Following code snippet downloads a file.

The file is saved with its filename as in specified url.

import requests

url = "http://example.com/image.jpg"
filename = url.split("/")[-1]
r = requests.get(url, timeout=0.5)

if r.status_code == 200:
    with open(filename, 'wb') as f:
        f.write(r.content)
18
votes

There are 2 main ways:

  1. Using .content (simplest/official) (see Zhenyi Zhang's answer):

    import io  # Note: io.BytesIO is StringIO.StringIO on Python2.
import requests

r = requests.get('http://lorempixel.com/400/200')
r.raise_for_status()
with io.BytesIO(r.content) as f:
    with Image.open(f) as img:
        img.show()

  2. Using .raw (see Martijn Pieters's answer):

    import requests

r = requests.get('http://lorempixel.com/400/200', stream=True)
r.raise_for_status()
r.raw.decode_content = True  # Required to decompress gzip/deflate compressed responses.
with PIL.Image.open(r.raw) as img:
    img.show()
r.close()  # Safety when stream=True ensure the connection is released.

Timing both shows no noticeable difference.

15
votes

As easy as to import Image and requests

from PIL import Image
import requests

img = Image.open(requests.get(url, stream = True).raw)
img.save('img1.jpg')
5
votes

Here is a more user-friendly answer that still uses streaming.

Just define these functions and call getImage(). It will use the same file name as the url and write to the current directory by default, but both can be changed.

import requests
from StringIO import StringIO
from PIL import Image

def createFilename(url, name, folder):
    dotSplit = url.split('.')
    if name == None:
        # use the same as the url
        slashSplit = dotSplit[-2].split('/')
        name = slashSplit[-1]
    ext = dotSplit[-1]
    file = '{}{}.{}'.format(folder, name, ext)
    return file

def getImage(url, name=None, folder='./'):
    file = createFilename(url, name, folder)
    with open(file, 'wb') as f:
        r = requests.get(url, stream=True)
        for block in r.iter_content(1024):
            if not block:
                break
            f.write(block)

def getImageFast(url, name=None, folder='./'):
    file = createFilename(url, name, folder)
    r = requests.get(url)
    i = Image.open(StringIO(r.content))
    i.save(file)

if __name__ == '__main__':
    # Uses Less Memory
    getImage('http://www.example.com/image.jpg')
    # Faster
    getImageFast('http://www.example.com/image.jpg')

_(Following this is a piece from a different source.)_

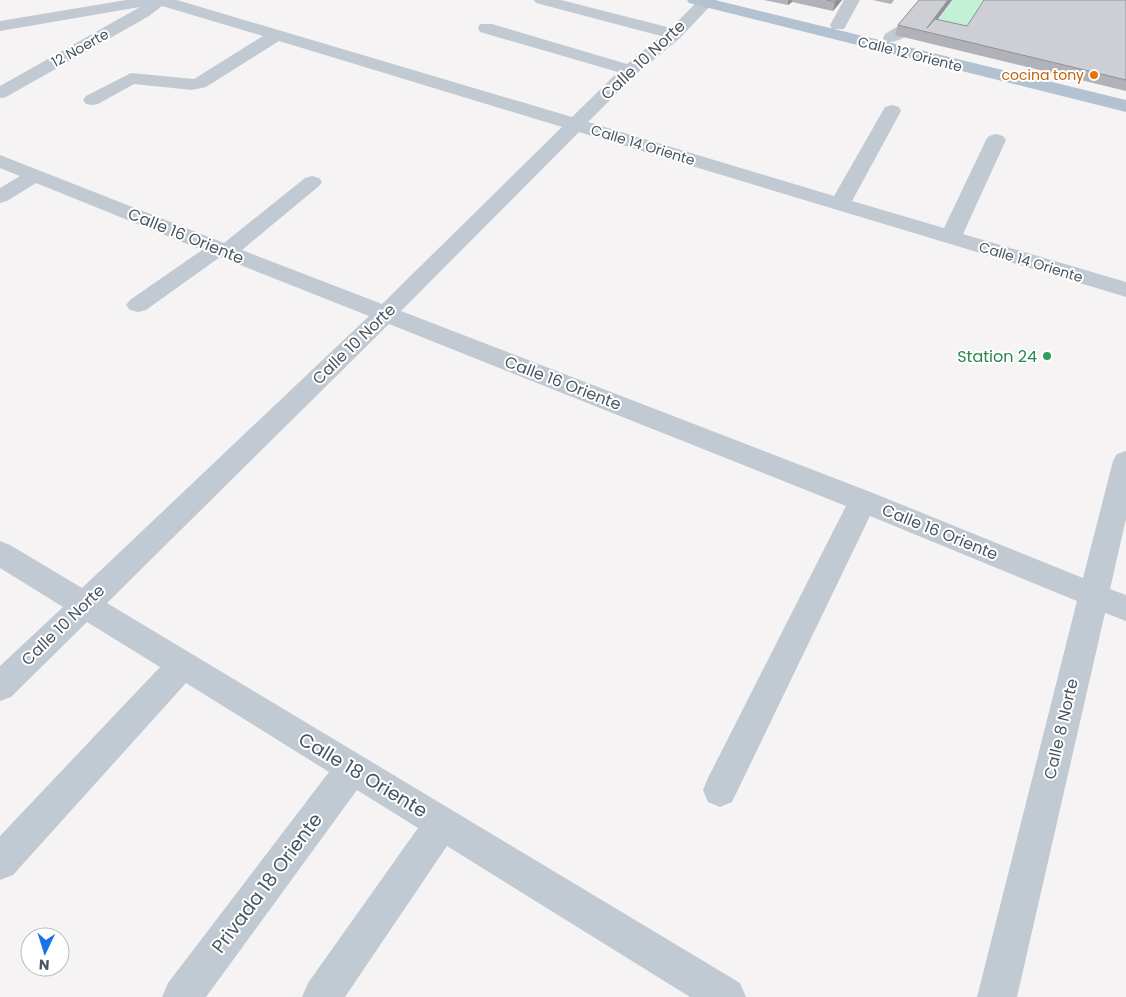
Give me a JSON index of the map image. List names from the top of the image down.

The request guts of getImage() are based on the answer here and the guts of getImageFast() are based on the answer above.

5
votes

This is how I did it

import requests
from PIL import Image
from io import BytesIO

url = 'your_url'
files = {'file': ("C:/Users/shadow/Downloads/black.jpeg", open('C:/Users/shadow/Downloads/black.jpeg', 'rb'),'image/jpg')}
response = requests.post(url, files=files)

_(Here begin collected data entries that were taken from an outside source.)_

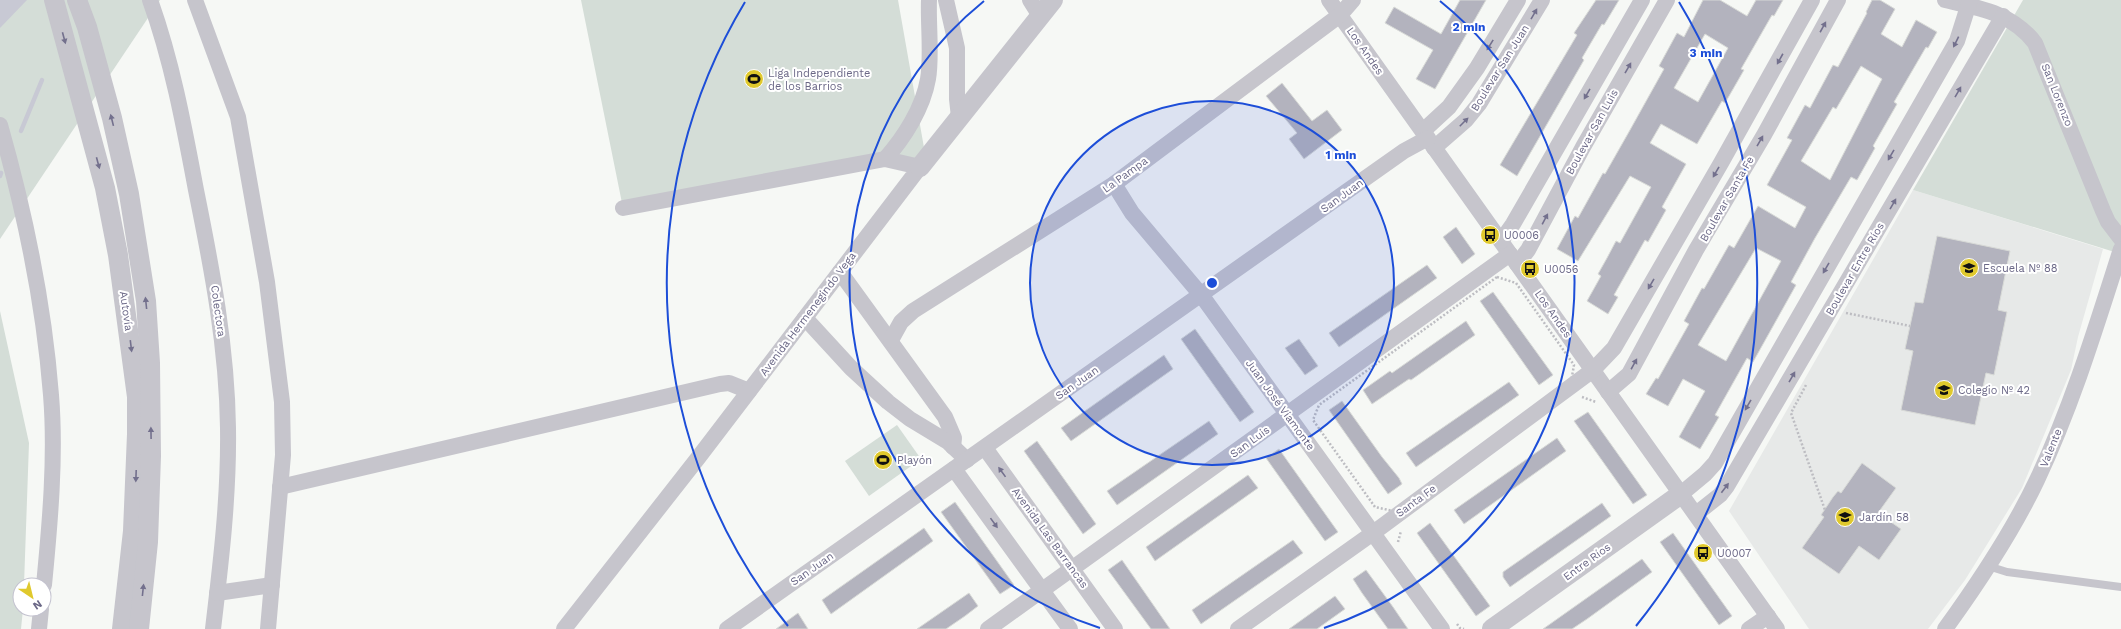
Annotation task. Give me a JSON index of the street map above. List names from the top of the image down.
{
  "streets": {
    "street": [
      "Los Andes",
      "Boulevar San Juan",
      "San Lorenzo",
      "Boulevar San Luis",
      "La Pampa",
      "San Juan",
      "Boulevar Santa Fe",
      "Boulevar Entre Ríos",
      "Autovía",
      "Colectora",
      "Avenida Hermenegindo Vega",
      "Juan José Viamonte",
      "San Luis",
      "Valente",
      "Santa Fe",
      "Avenida Las Barrancas",
      "Entre Ríos"
    ]
  },
  "crossings": [
    ["Los Andes", "Boulevar San Juan"],
    ["Los Andes", "Boulevar San Luis"],
    ["Los Andes", "La Pampa"],
    ["Los Andes", "San Juan"],
    ["Los Andes", "Boulevar Santa Fe"],
    ["Los Andes", "Boulevar Entre Ríos"],
    ["Los Andes", "San Luis"],
    ["Los Andes", "Santa Fe"],
    ["Los Andes", "Entre Ríos"],
    ["Boulevar San Juan", "San Juan"],
    ["San Lorenzo", "Boulevar Entre Ríos"],
    ["Boulevar San Luis", "San Luis"],
    ["La Pampa", "Juan José Viamonte"],
    ["San Juan", "Juan José Viamonte"],
    ["San Juan", "Avenida Las Barrancas"],
    ["Boulevar Santa Fe", "Santa Fe"],
    ["Juan José Viamonte", "San Luis"],
    ["Juan José Viamonte", "Santa Fe"],
    ["San Luis", "Avenida Las Barrancas"]
  ],
  "places": {
    "sports": ["Liga Independiente de los Barrios", "Playón"],
    "bus stop": ["U0006", "U0056", "U0007"],
    "school or university": ["Escuela Nº 88", "Colegio Nº 42", "Jardín 58"]
  },
  "north": "bottom right",
  "rings": ["2 min", "3 min", "1 min"]
}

img = Image.open(BytesIO(response.content))
img.show()
3
votes

I'm going to post an answer as I don't have enough rep to make a comment, but with wget as posted by Blairg23, you can also provide an out parameter for the path.

 wget.download(url, out=path)
3
votes

my approach was to use response.content (blob) and save to the file in binary mode

img_blob = requests.get(url, timeout=5).content
     with open(destination + '/' + title, 'wb') as img_file:
         img_file.write(img_blob)

Check out my python project that downloads images from unsplash.com based on keywords.

2
votes

This is the first response that comes up for google searches on how to download a binary file with requests. In case you need to download an arbitrary file with requests, you can use:

import requests
url = 'https://s3.amazonaws.com/lab-data-collections/GoogleNews-vectors-negative300.bin.gz'
open('GoogleNews-vectors-negative300.bin.gz', 'wb').write(requests.get(url, allow_redirects=True).content)
1
votes

You can do something like this:

import requests
import random

url = "https://images.pexels.com/photos/1308881/pexels-photo-1308881.jpeg? auto=compress&cs=tinysrgb&dpr=1&w=500"
name=random.randrange(1,1000)
filename=str(name)+".jpg"
response = requests.get(url)
if response.status_code.ok:
   with open(filename,'w') as f:
    f.write(response.content)
-1
votes

for download Image

import requests
Picture_request = requests.get(url)